- Anthotopos Location within Greece
- Coordinates: 40°20′10″N 21°40′21″E﻿ / ﻿40.33611°N 21.67250°E
- Country: Greece
- Administrative region: Western Macedonia
- Regional unit: Kozani
- Municipality: Kozani
- Municipal unit: Kozani

Population (2021)
- • Community: 136
- Time zone: UTC+2 (EET)
- • Summer (DST): UTC+3 (EEST)
- Postal code: 50150
- Area code: +30-2461

= Anthotopos, Kozani =

Anthotopos (Ανθότοπος) is a village in the municipality of Kozani, Kozani regional unit, Greece. It is situated at an altitude of 758 meters above sea level. The population was 136 at the 2021 census.

== History ==
During the Ottoman Era the village was known as Kalburcular (Καλπουρτζιλάρ). However it was renamed to Koskinia (Κοσκινιά) in 1927. Later in 1961 it was renamed to Anthotopos.

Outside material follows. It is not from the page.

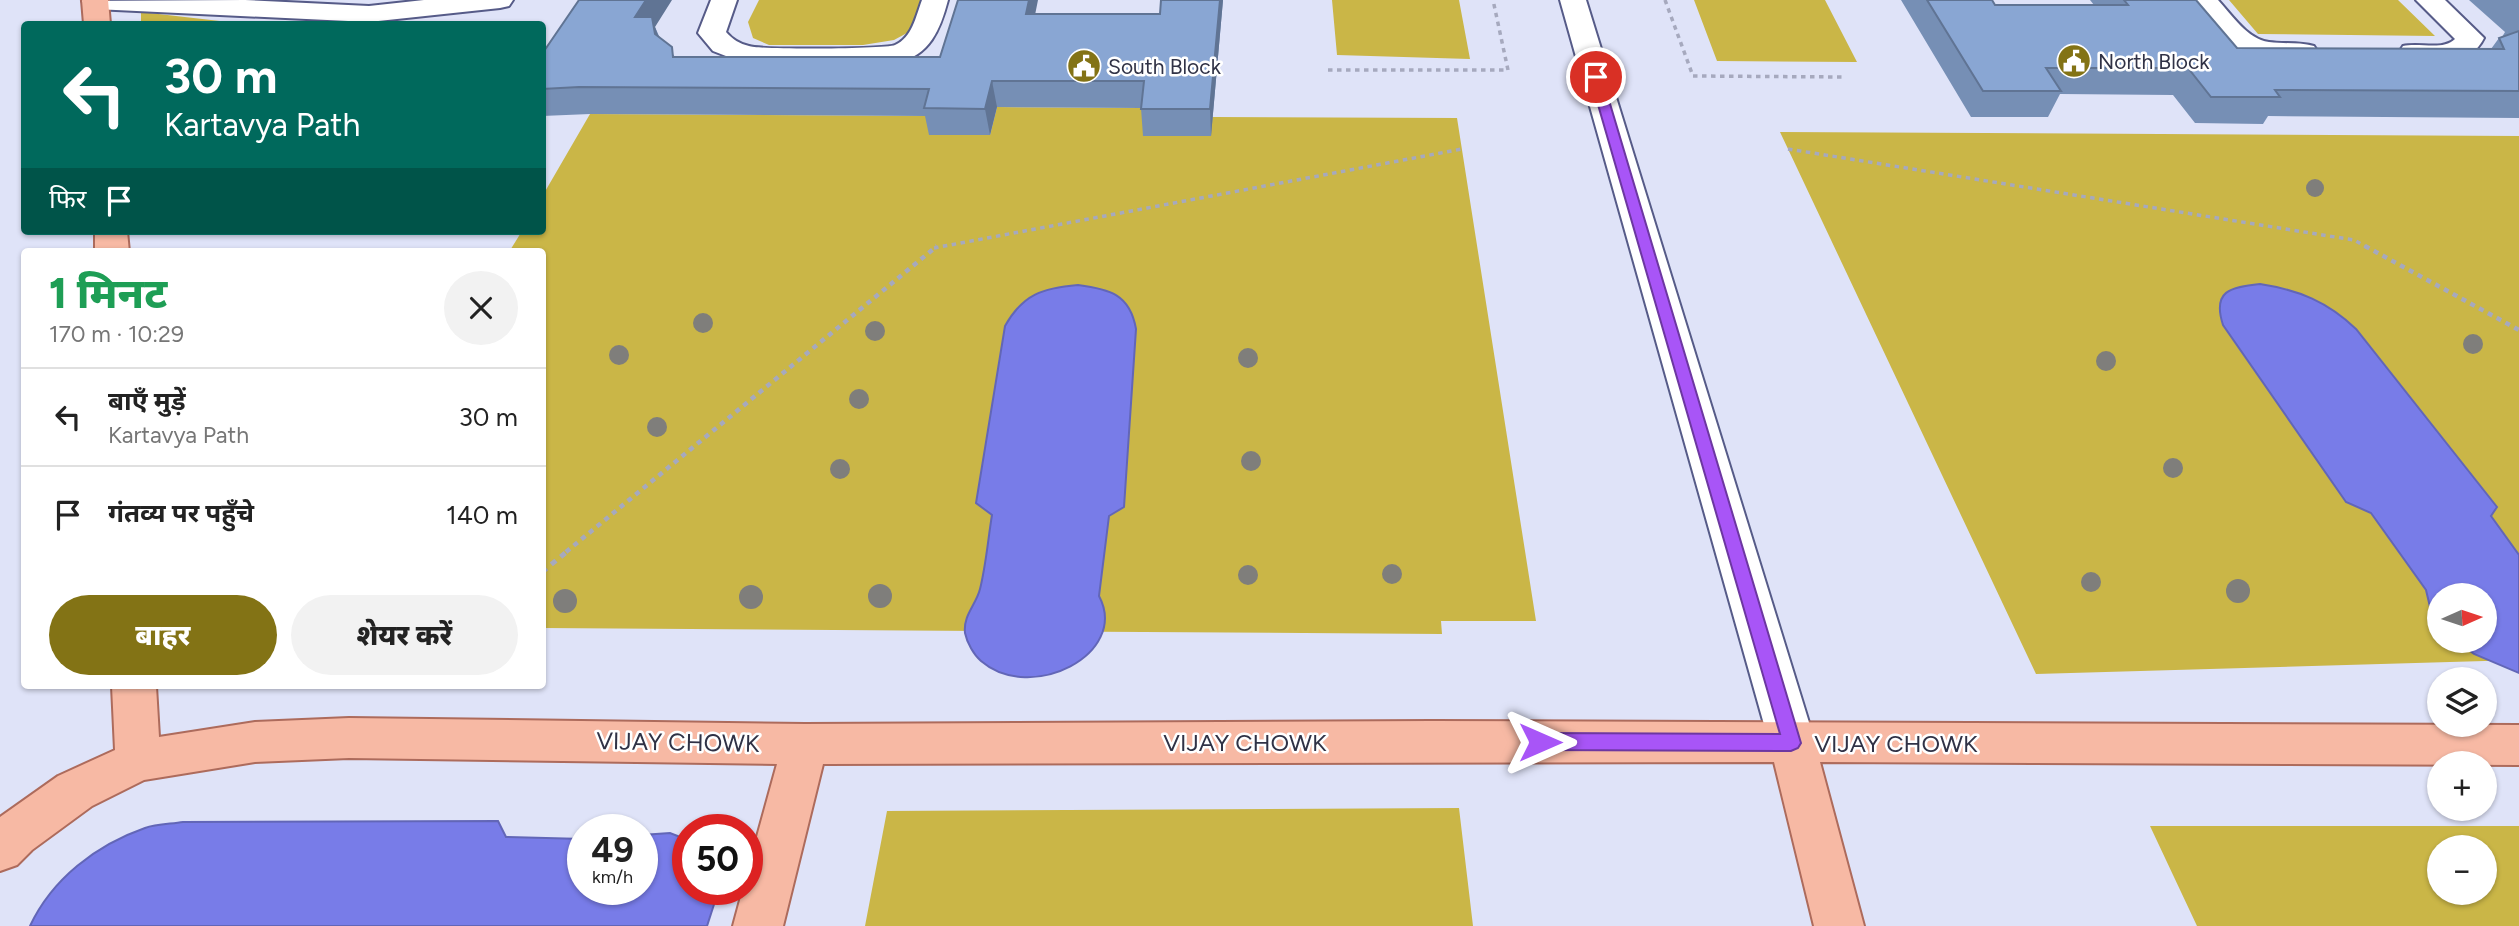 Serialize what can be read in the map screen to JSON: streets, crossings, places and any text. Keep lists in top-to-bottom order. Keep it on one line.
{"streets":{"main road":["VIJAY CHOWK"]},"places":{"public building":["North Block","South Block"]},"north":"right","page":{"turn":["30 m","Kartavya Path"],"then":"फिर","heading":["1 मिनट","170 m · 10:29"],"list":[{"name":"बाएँ मुड़ें","note":"Kartavya Path","value":"30 m"},{"name":"गंतव्य पर पहुँचे","value":"140 m"}],"buttons":["बाहर","शेयर करें"],"map_buttons":["+","−"],"speed":"49 km/h","limit":"50"}} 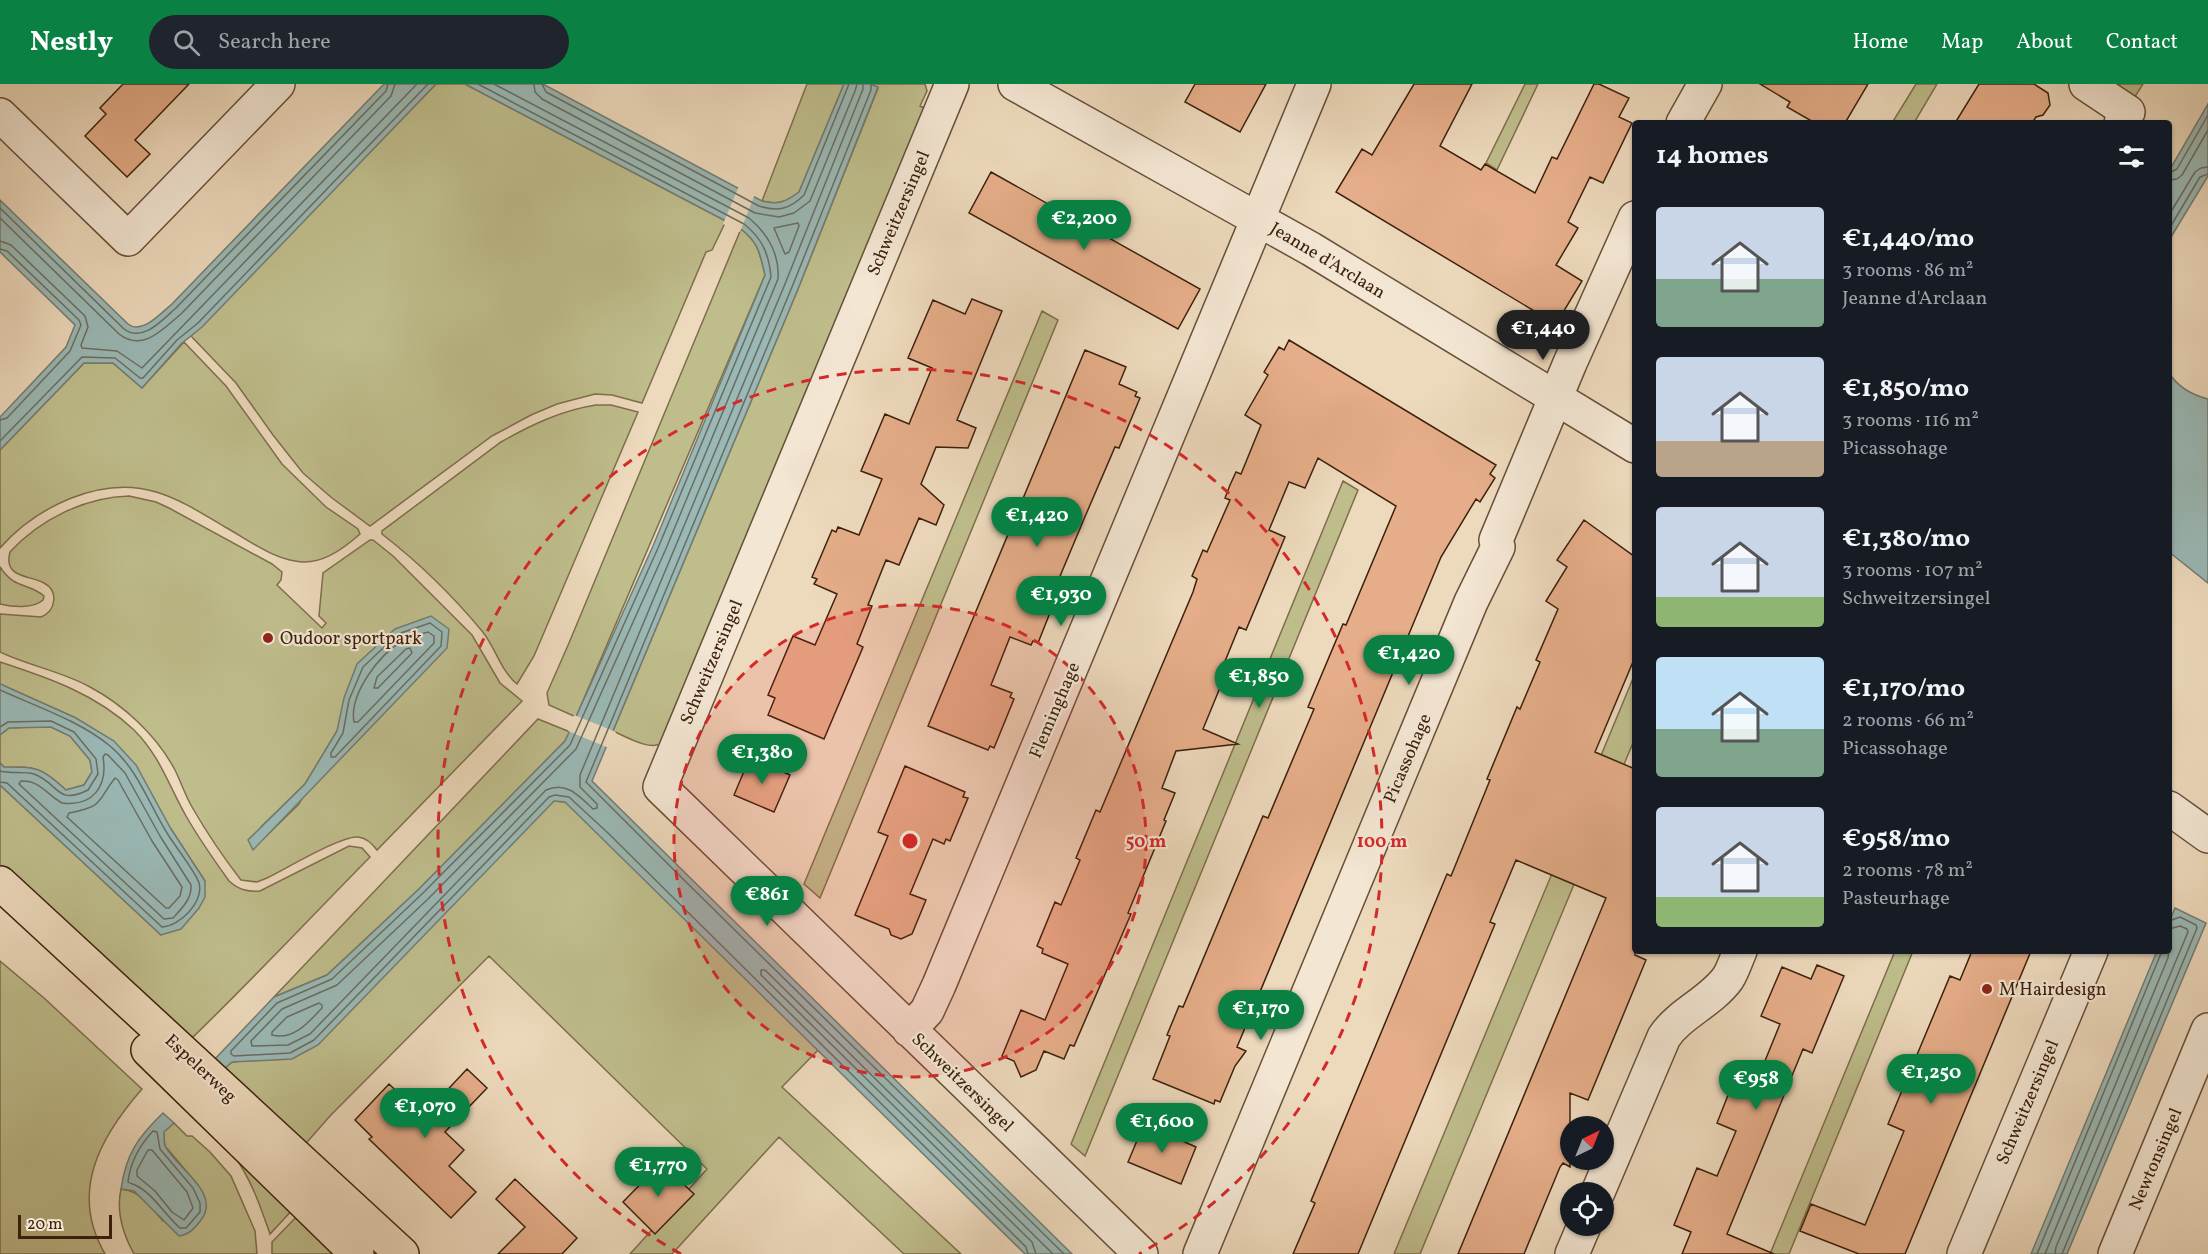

According to the statistics of Bulgarian ethnographer Vasil Kanchov from 1900, 200 inhabitants lived in Kalburcular (Калбуджиларъ) all Muslim Turks.

The village had a mosque in the past during the Ottoman Era. After the Greco-Turkish Population Exchange, the mosque was used as a church until 1950, when it was demolished.